Photo courtesy of The Thao & Van Hoa
A., a street child living in Ho Chi Minh City's parks, was approached by some men who got him food and clothes and appeared kind.
They took him to a restaurant and a café for the first time, and around the city ostensibly for him to have fun.
“They treated me nicely,” the 17-year-old said.
And then they raped him, something he did not know happened to boys.
But it was by no means an unusual happening. A study released at a conference in Hanoi Tuesday said that virtually all street children in HCMC (92.5 percent) have been victims of sexual abuse.
The victims usually do not report it to the police due to embarrassment, the feeling of doing something bad, or because they were warned not to complain, according to the authors of the study, the Hanoi-based Research Center for Management and Sustainable Development (MSD) and public health NGO Fontana which has offices in Vietnam and Denmark.
Hoang Thu Trang of MSD said the abuses include hugs and kisses, touching of private parts, and being shown pornography.

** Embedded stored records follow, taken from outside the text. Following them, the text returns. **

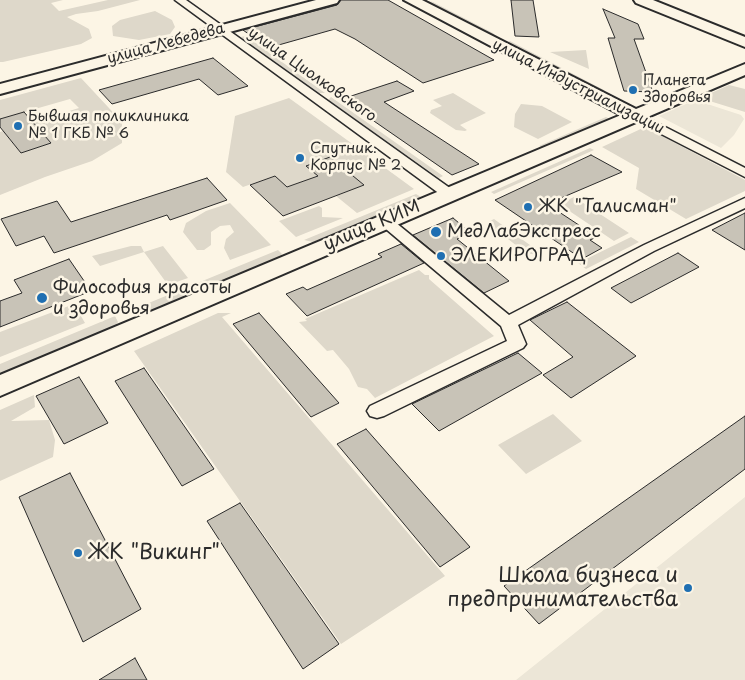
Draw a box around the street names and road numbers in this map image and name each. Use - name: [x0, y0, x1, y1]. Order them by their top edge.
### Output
- street label: улица Лебедева: [105, 20, 227, 68]
- street label: улица Циолковского: [244, 24, 380, 126]
- street label: улица Индустриализации: [489, 36, 667, 138]
- street label: улица КИМ: [320, 196, 424, 256]

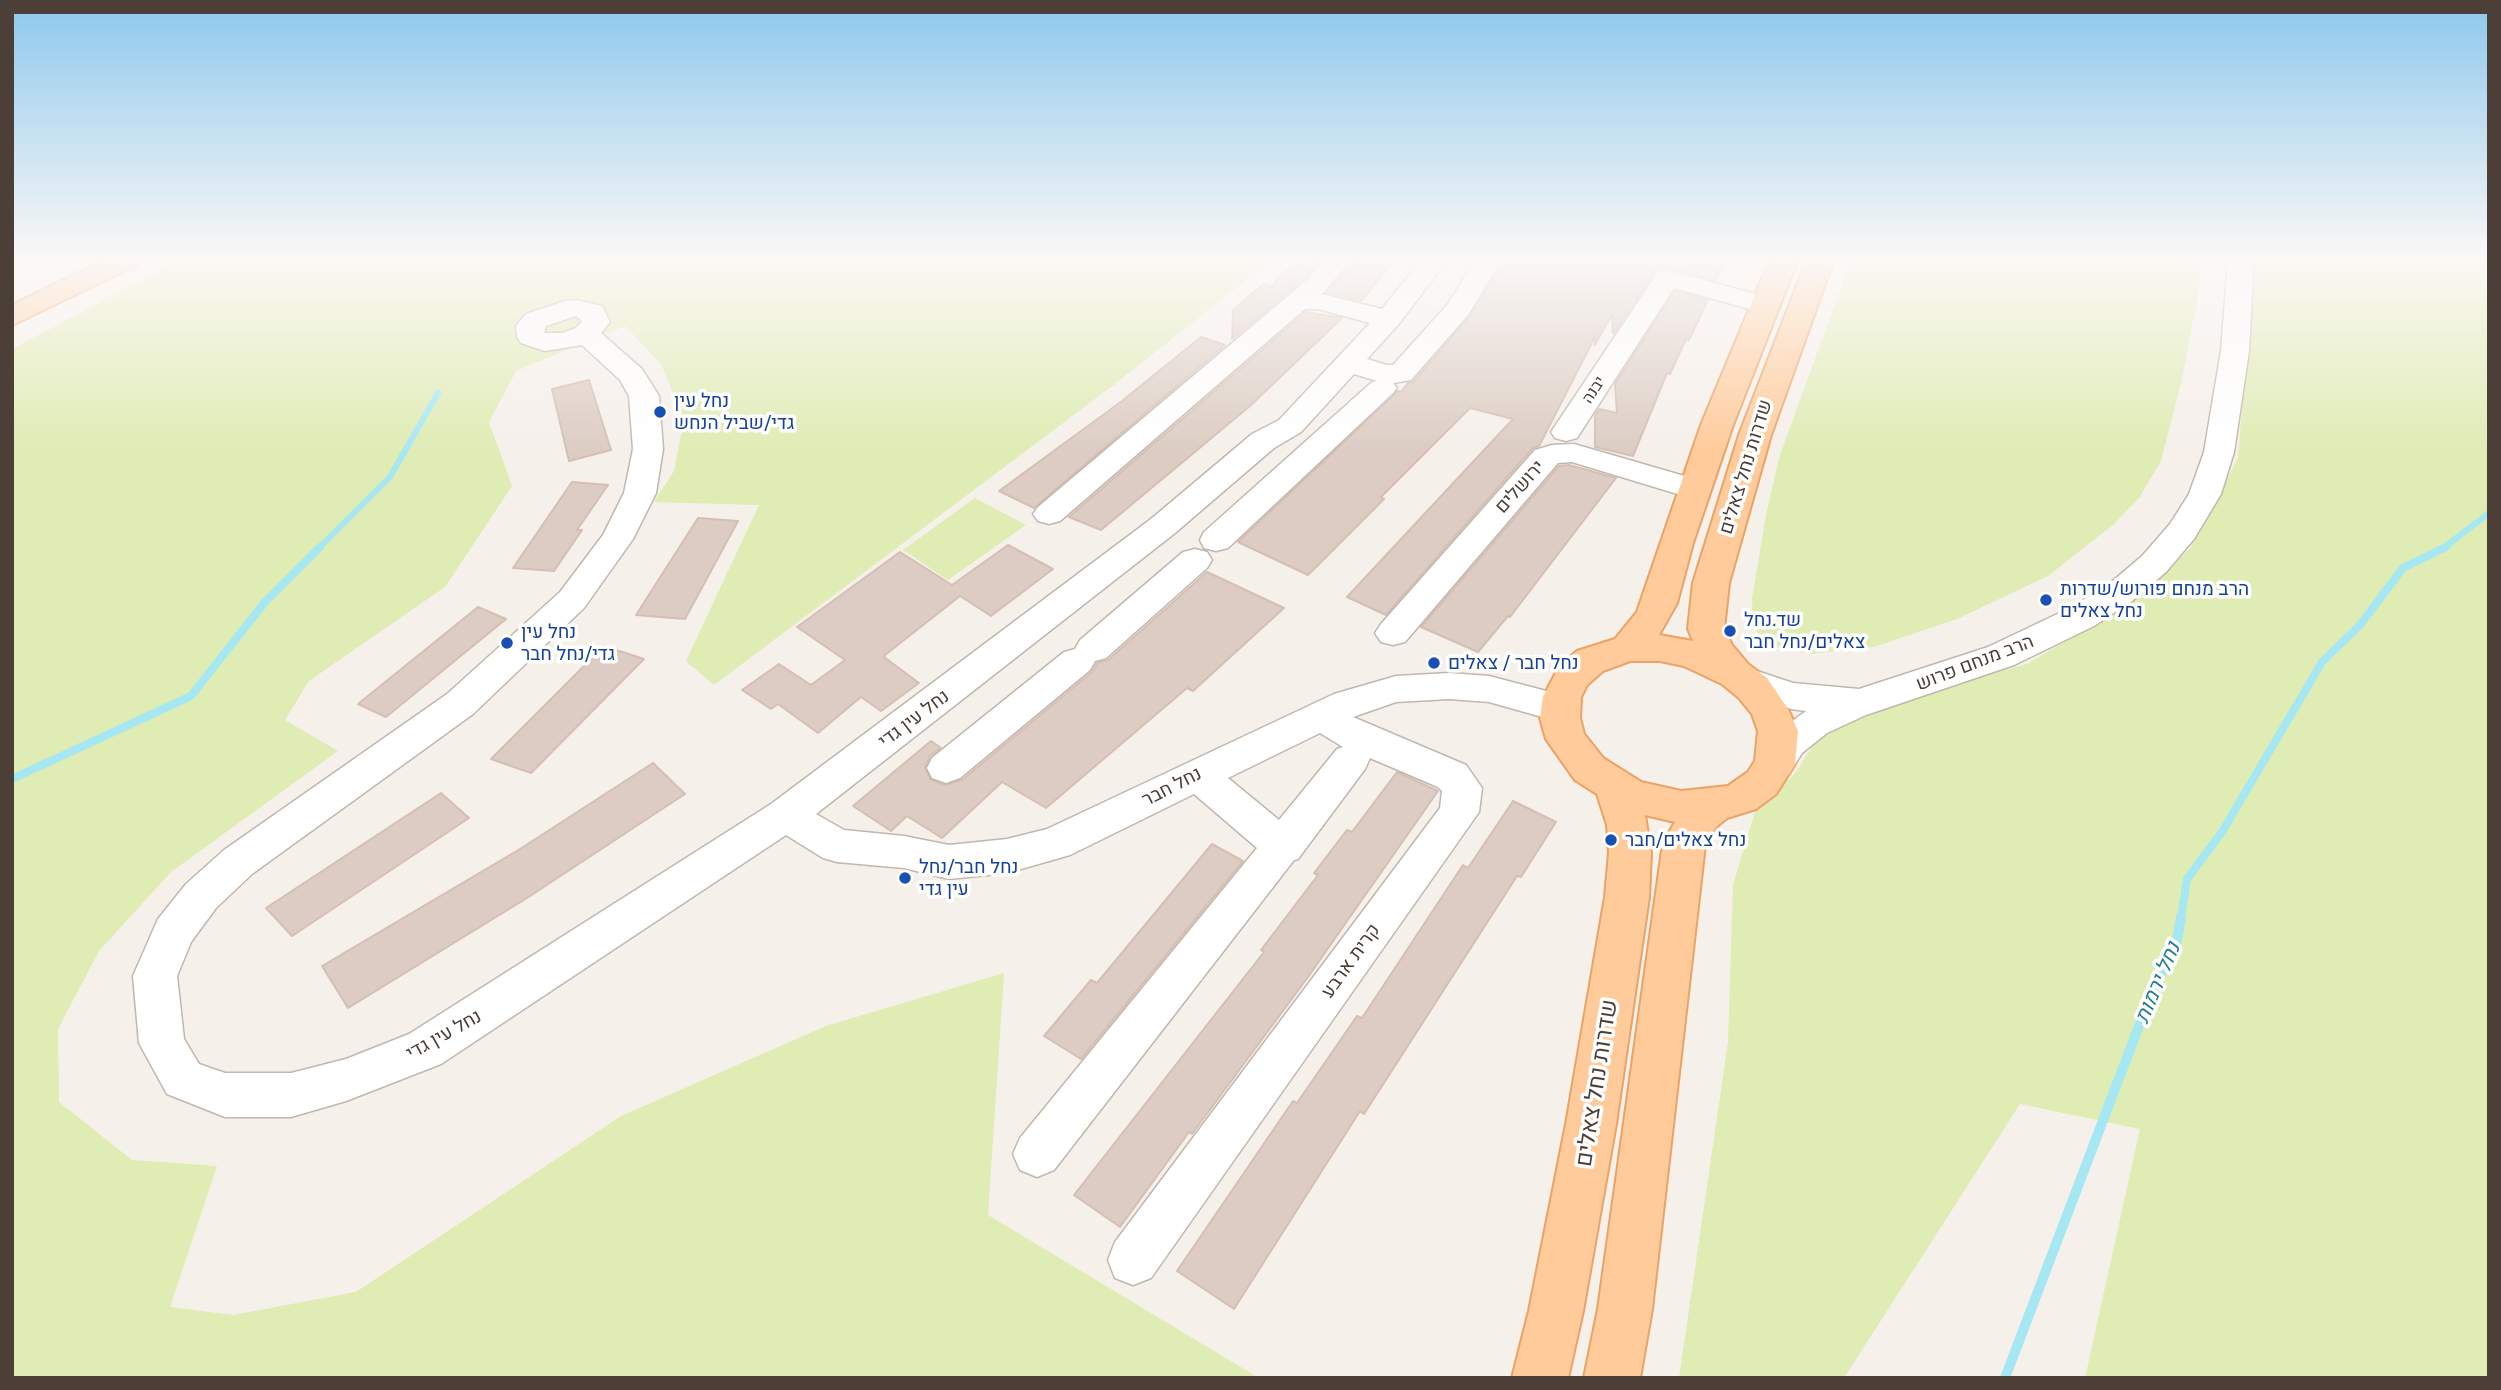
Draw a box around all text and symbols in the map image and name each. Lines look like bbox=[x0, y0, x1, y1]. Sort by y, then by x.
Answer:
street label: יבנה bbox=[1578, 373, 1610, 407]
place label: נחל עין גדי/שביל הנחש bbox=[674, 390, 794, 434]
street label: שדרות נחל צאלים bbox=[1715, 397, 1777, 537]
marker: נחל עין גדי/שביל הנחש bbox=[652, 404, 668, 420]
street label: ירושלים bbox=[1490, 456, 1550, 518]
place label: הרב מנחם פורוש/שדרות נחל צאלים bbox=[2060, 578, 2249, 622]
marker: הרב מנחם פורוש/שדרות נחל צאלים bbox=[2038, 592, 2054, 608]
place label: שד.נחל צאלים/נחל חבר bbox=[1744, 609, 1865, 653]
place label: נחל עין גדי/נחל חבר bbox=[521, 621, 615, 665]
marker: שד.נחל צאלים/נחל חבר bbox=[1722, 623, 1738, 639]
street label: הרב מנחם פרוש bbox=[1913, 630, 2037, 696]
marker: נחל עין גדי/נחל חבר bbox=[499, 635, 515, 651]
place label: נחל חבר / צאלים bbox=[1448, 652, 1579, 674]
marker: נחל חבר / צאלים bbox=[1426, 655, 1442, 671]
street label: נחל עין גדי bbox=[874, 685, 954, 753]
street label: נחל חבר bbox=[1138, 762, 1206, 812]
place label: נחל צאלים/חבר bbox=[1625, 829, 1746, 851]
marker: נחל צאלים/חבר bbox=[1603, 832, 1619, 848]
place label: נחל חבר/נחל עין גדי bbox=[919, 856, 1018, 900]
marker: נחל חבר/נחל עין גדי bbox=[897, 870, 913, 886]
street label: קרית ארבע bbox=[1317, 920, 1385, 1002]
water label: נחל ירמות bbox=[2130, 939, 2186, 1027]
street label: שדרות נחל צאלים bbox=[1570, 997, 1624, 1169]
street label: נחל עין גדי bbox=[402, 1005, 486, 1065]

The abuse left the victims scarred, even suicidal.
The study also found that 98.3 percent of street children in the city have used substances like alcohol, tobacco, marijuana, heroin, meth, adhesive, or even gasoline at least once.
Usually the sexual abuse and drugs went hand in hand.
A 16-year-old street boy identified only as T.V.H., a sex worker -- the study includes underage sex work in abuse -- told the study team that one time he shared a syringe with his customer.
“If I refuse, they would not pay me.”
The study found that many children do not even realize they are abused.
T.V.H. and D.Q.C., 15, believed that sexual abuse was only when they were forced, not merely because they were underage.
“I worked as a prostitute because only if I worked would I get paid. That is not sex abuse.”
But the boundary was not clear even for C., who became a prostitute because he had been raped.
“I felt ashamed, and decided to just go with it,” he said.
Many children offer sex to get money for drugs.
Adhesive is the most popular addictive substance among the children since they can afford it.
Some children inhale three tubes of adhesive a day, each costing less than a dollar.
They also inhale gasoline since it gives them a higher high than glue.
The study, which approached 120 street children, found that there are around 22,000 of them in the country, most coming from poor provinces and living in large cities.
They are poorly informed and easily get embroiled in dangerous jobs related to prostitution or drug trade.
MSD and Fontana called for better measures to inform street children about rehab centers for addicts, support centers for sex victims, and orphanages.
But they admitted that the children have not received enough help from social workers to believe in them.
One child told the authors of the study: “Those people didn’t help. They just asked questions.”